§ TASK DIRECTIONS
When you write out the records, keep every line exactly as it is.

§ DATA EXCERPTS
BEGIN

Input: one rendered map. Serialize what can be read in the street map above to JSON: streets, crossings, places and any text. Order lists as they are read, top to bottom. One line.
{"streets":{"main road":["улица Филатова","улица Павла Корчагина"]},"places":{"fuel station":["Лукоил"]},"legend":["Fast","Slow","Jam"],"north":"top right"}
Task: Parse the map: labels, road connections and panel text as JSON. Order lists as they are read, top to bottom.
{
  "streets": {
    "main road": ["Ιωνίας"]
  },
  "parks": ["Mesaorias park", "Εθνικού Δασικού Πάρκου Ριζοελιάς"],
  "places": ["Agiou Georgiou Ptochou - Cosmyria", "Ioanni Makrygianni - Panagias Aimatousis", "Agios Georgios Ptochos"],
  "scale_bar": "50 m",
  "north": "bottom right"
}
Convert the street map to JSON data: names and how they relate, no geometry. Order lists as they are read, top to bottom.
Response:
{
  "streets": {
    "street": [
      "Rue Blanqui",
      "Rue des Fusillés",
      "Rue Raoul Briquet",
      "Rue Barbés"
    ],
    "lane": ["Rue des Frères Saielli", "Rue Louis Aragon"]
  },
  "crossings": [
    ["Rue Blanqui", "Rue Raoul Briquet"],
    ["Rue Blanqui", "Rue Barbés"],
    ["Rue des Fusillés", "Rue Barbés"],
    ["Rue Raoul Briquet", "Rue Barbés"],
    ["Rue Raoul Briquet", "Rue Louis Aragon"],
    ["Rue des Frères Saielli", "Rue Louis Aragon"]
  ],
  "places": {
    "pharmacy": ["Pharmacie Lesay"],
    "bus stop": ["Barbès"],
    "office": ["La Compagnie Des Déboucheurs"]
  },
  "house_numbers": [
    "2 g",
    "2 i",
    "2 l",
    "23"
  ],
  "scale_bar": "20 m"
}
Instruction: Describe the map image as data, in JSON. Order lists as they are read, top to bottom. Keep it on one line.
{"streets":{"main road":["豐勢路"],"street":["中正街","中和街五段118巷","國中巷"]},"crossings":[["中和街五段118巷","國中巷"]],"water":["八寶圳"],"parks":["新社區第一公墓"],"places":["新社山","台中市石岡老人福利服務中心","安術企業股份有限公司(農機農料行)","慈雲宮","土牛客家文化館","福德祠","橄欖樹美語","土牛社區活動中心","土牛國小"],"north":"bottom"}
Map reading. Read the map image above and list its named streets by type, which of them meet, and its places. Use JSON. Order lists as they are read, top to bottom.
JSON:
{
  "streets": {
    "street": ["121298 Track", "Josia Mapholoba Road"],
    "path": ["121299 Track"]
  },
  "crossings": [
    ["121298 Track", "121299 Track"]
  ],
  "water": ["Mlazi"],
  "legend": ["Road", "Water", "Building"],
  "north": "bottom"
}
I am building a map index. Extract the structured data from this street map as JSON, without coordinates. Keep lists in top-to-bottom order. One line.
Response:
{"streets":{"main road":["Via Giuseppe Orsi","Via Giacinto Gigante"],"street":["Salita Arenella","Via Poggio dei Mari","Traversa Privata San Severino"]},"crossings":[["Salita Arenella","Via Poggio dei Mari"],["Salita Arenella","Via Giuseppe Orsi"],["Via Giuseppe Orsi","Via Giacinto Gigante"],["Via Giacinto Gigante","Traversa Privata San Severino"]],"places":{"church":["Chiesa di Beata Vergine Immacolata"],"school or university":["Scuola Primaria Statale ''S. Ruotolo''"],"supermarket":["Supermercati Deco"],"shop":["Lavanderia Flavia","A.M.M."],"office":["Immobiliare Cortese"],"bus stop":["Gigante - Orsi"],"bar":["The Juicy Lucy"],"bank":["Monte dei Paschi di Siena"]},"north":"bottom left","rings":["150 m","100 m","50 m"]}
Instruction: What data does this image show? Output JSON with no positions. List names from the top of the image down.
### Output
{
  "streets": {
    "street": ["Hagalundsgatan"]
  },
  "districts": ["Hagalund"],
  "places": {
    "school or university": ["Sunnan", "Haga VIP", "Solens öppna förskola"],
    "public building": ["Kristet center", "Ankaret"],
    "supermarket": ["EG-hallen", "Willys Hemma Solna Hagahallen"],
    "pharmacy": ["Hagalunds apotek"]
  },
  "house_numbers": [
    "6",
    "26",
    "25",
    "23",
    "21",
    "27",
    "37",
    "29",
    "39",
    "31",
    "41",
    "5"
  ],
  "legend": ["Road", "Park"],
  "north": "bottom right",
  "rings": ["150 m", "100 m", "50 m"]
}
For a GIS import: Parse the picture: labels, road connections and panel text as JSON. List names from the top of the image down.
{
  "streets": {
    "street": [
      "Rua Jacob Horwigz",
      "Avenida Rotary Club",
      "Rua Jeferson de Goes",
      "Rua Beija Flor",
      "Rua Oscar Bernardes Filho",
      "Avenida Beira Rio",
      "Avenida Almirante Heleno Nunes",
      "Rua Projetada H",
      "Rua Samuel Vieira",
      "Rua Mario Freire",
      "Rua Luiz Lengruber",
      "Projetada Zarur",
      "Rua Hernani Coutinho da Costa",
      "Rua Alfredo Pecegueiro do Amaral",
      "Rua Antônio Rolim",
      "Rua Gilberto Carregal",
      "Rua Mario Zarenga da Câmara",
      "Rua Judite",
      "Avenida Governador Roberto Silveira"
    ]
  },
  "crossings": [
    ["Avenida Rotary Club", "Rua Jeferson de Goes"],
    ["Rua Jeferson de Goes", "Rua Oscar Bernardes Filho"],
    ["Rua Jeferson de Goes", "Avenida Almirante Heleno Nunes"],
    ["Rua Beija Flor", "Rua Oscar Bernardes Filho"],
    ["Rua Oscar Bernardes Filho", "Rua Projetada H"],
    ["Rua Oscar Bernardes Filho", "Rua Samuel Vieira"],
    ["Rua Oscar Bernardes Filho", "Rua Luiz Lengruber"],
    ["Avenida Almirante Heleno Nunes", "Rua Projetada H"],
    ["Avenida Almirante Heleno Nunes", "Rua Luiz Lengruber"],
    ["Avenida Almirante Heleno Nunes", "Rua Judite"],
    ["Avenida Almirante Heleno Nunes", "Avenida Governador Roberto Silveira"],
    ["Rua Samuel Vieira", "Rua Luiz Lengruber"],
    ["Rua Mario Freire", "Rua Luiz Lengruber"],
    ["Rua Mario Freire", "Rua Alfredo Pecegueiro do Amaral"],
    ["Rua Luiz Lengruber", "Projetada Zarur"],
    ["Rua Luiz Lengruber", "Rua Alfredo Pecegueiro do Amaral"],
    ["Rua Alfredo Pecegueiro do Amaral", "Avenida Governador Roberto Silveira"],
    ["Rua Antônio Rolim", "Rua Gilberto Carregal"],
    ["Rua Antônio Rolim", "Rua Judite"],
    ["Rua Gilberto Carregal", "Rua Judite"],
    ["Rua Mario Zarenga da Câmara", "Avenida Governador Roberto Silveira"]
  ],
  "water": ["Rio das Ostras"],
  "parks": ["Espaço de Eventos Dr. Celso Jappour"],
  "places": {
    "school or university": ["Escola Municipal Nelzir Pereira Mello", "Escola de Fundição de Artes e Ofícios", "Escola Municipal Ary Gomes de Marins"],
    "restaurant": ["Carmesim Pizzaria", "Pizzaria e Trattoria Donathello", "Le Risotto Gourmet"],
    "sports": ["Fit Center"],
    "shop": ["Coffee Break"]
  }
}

END

§ RESPONSE BELOW
Input: one rendered map. Serialize what can be read in the street map above to JSON: streets, crossings, places and any text. Order lists as they are read, top to bottom. One line.
{"streets":{"main road":["улица Филатова","улица Павла Корчагина"]},"places":{"fuel station":["Лукоил"]},"legend":["Fast","Slow","Jam"],"north":"top right"}
Task: Parse the map: labels, road connections and panel text as JSON. Order lists as they are read, top to bottom.
{
  "streets": {
    "main road": ["Ιωνίας"]
  },
  "parks": ["Mesaorias park", "Εθνικού Δασικού Πάρκου Ριζοελιάς"],
  "places": ["Agiou Georgiou Ptochou - Cosmyria", "Ioanni Makrygianni - Panagias Aimatousis", "Agios Georgios Ptochos"],
  "scale_bar": "50 m",
  "north": "bottom right"
}
Convert the street map to JSON data: names and how they relate, no geometry. Order lists as they are read, top to bottom.
Response:
{
  "streets": {
    "street": [
      "Rue Blanqui",
      "Rue des Fusillés",
      "Rue Raoul Briquet",
      "Rue Barbés"
    ],
    "lane": ["Rue des Frères Saielli", "Rue Louis Aragon"]
  },
  "crossings": [
    ["Rue Blanqui", "Rue Raoul Briquet"],
    ["Rue Blanqui", "Rue Barbés"],
    ["Rue des Fusillés", "Rue Barbés"],
    ["Rue Raoul Briquet", "Rue Barbés"],
    ["Rue Raoul Briquet", "Rue Louis Aragon"],
    ["Rue des Frères Saielli", "Rue Louis Aragon"]
  ],
  "places": {
    "pharmacy": ["Pharmacie Lesay"],
    "bus stop": ["Barbès"],
    "office": ["La Compagnie Des Déboucheurs"]
  },
  "house_numbers": [
    "2 g",
    "2 i",
    "2 l",
    "23"
  ],
  "scale_bar": "20 m"
}
Instruction: Describe the map image as data, in JSON. Order lists as they are read, top to bottom. Keep it on one line.
{"streets":{"main road":["豐勢路"],"street":["中正街","中和街五段118巷","國中巷"]},"crossings":[["中和街五段118巷","國中巷"]],"water":["八寶圳"],"parks":["新社區第一公墓"],"places":["新社山","台中市石岡老人福利服務中心","安術企業股份有限公司(農機農料行)","慈雲宮","土牛客家文化館","福德祠","橄欖樹美語","土牛社區活動中心","土牛國小"],"north":"bottom"}
Map reading. Read the map image above and list its named streets by type, which of them meet, and its places. Use JSON. Order lists as they are read, top to bottom.
JSON:
{
  "streets": {
    "street": ["121298 Track", "Josia Mapholoba Road"],
    "path": ["121299 Track"]
  },
  "crossings": [
    ["121298 Track", "121299 Track"]
  ],
  "water": ["Mlazi"],
  "legend": ["Road", "Water", "Building"],
  "north": "bottom"
}
I am building a map index. Extract the structured data from this street map as JSON, without coordinates. Keep lists in top-to-bottom order. One line.
Response:
{"streets":{"main road":["Via Giuseppe Orsi","Via Giacinto Gigante"],"street":["Salita Arenella","Via Poggio dei Mari","Traversa Privata San Severino"]},"crossings":[["Salita Arenella","Via Poggio dei Mari"],["Salita Arenella","Via Giuseppe Orsi"],["Via Giuseppe Orsi","Via Giacinto Gigante"],["Via Giacinto Gigante","Traversa Privata San Severino"]],"places":{"church":["Chiesa di Beata Vergine Immacolata"],"school or university":["Scuola Primaria Statale ''S. Ruotolo''"],"supermarket":["Supermercati Deco"],"shop":["Lavanderia Flavia","A.M.M."],"office":["Immobiliare Cortese"],"bus stop":["Gigante - Orsi"],"bar":["The Juicy Lucy"],"bank":["Monte dei Paschi di Siena"]},"north":"bottom left","rings":["150 m","100 m","50 m"]}
Instruction: What data does this image show? Output JSON with no positions. List names from the top of the image down.
### Output
{
  "streets": {
    "street": ["Hagalundsgatan"]
  },
  "districts": ["Hagalund"],
  "places": {
    "school or university": ["Sunnan", "Haga VIP", "Solens öppna förskola"],
    "public building": ["Kristet center", "Ankaret"],
    "supermarket": ["EG-hallen", "Willys Hemma Solna Hagahallen"],
    "pharmacy": ["Hagalunds apotek"]
  },
  "house_numbers": [
    "6",
    "26",
    "25",
    "23",
    "21",
    "27",
    "37",
    "29",
    "39",
    "31",
    "41",
    "5"
  ],
  "legend": ["Road", "Park"],
  "north": "bottom right",
  "rings": ["150 m", "100 m", "50 m"]
}
For a GIS import: Parse the picture: labels, road connections and panel text as JSON. List names from the top of the image down.
{
  "streets": {
    "street": [
      "Rua Jacob Horwigz",
      "Avenida Rotary Club",
      "Rua Jeferson de Goes",
      "Rua Beija Flor",
      "Rua Oscar Bernardes Filho",
      "Avenida Beira Rio",
      "Avenida Almirante Heleno Nunes",
      "Rua Projetada H",
      "Rua Samuel Vieira",
      "Rua Mario Freire",
      "Rua Luiz Lengruber",
      "Projetada Zarur",
      "Rua Hernani Coutinho da Costa",
      "Rua Alfredo Pecegueiro do Amaral",
      "Rua Antônio Rolim",
      "Rua Gilberto Carregal",
      "Rua Mario Zarenga da Câmara",
      "Rua Judite",
      "Avenida Governador Roberto Silveira"
    ]
  },
  "crossings": [
    ["Avenida Rotary Club", "Rua Jeferson de Goes"],
    ["Rua Jeferson de Goes", "Rua Oscar Bernardes Filho"],
    ["Rua Jeferson de Goes", "Avenida Almirante Heleno Nunes"],
    ["Rua Beija Flor", "Rua Oscar Bernardes Filho"],
    ["Rua Oscar Bernardes Filho", "Rua Projetada H"],
    ["Rua Oscar Bernardes Filho", "Rua Samuel Vieira"],
    ["Rua Oscar Bernardes Filho", "Rua Luiz Lengruber"],
    ["Avenida Almirante Heleno Nunes", "Rua Projetada H"],
    ["Avenida Almirante Heleno Nunes", "Rua Luiz Lengruber"],
    ["Avenida Almirante Heleno Nunes", "Rua Judite"],
    ["Avenida Almirante Heleno Nunes", "Avenida Governador Roberto Silveira"],
    ["Rua Samuel Vieira", "Rua Luiz Lengruber"],
    ["Rua Mario Freire", "Rua Luiz Lengruber"],
    ["Rua Mario Freire", "Rua Alfredo Pecegueiro do Amaral"],
    ["Rua Luiz Lengruber", "Projetada Zarur"],
    ["Rua Luiz Lengruber", "Rua Alfredo Pecegueiro do Amaral"],
    ["Rua Alfredo Pecegueiro do Amaral", "Avenida Governador Roberto Silveira"],
    ["Rua Antônio Rolim", "Rua Gilberto Carregal"],
    ["Rua Antônio Rolim", "Rua Judite"],
    ["Rua Gilberto Carregal", "Rua Judite"],
    ["Rua Mario Zarenga da Câmara", "Avenida Governador Roberto Silveira"]
  ],
  "water": ["Rio das Ostras"],
  "parks": ["Espaço de Eventos Dr. Celso Jappour"],
  "places": {
    "school or university": ["Escola Municipal Nelzir Pereira Mello", "Escola de Fundição de Artes e Ofícios", "Escola Municipal Ary Gomes de Marins"],
    "restaurant": ["Carmesim Pizzaria", "Pizzaria e Trattoria Donathello", "Le Risotto Gourmet"],
    "sports": ["Fit Center"],
    "shop": ["Coffee Break"]
  }
}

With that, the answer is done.